DATA TO EXAMINE START
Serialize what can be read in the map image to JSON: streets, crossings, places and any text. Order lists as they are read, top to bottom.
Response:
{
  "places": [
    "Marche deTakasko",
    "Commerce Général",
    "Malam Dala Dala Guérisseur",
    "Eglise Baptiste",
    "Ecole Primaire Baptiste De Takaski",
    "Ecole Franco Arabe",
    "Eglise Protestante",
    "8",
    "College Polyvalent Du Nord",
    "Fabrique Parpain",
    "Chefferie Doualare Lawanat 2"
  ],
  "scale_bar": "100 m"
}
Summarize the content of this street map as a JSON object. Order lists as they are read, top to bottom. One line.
DATA TO EXAMINE END
DATA TO EXAMINE START
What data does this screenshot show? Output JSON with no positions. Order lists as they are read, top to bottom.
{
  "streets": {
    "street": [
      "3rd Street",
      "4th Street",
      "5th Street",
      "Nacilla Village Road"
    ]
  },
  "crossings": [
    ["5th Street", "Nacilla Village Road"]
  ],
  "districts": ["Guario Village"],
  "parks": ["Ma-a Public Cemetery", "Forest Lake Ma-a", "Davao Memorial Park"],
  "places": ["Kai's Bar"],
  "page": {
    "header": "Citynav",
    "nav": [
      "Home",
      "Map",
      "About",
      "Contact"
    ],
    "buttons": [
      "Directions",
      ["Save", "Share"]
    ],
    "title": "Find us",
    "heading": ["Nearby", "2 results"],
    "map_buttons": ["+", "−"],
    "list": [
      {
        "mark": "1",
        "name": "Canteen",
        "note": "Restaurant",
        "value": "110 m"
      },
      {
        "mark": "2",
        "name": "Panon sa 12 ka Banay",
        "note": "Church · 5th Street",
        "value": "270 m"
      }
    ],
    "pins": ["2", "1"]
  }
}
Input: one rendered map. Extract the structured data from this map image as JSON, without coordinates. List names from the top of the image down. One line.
DATA TO EXAMINE END
If a line above contains the word "image", list it.

SOLUTION FOR THIS TASK
Serialize what can be read in the map image to JSON: streets, crossings, places and any text. Order lists as they are read, top to bottom.
Input: one rendered map. Extract the structured data from this map image as JSON, without coordinates. List names from the top of the image down. One line.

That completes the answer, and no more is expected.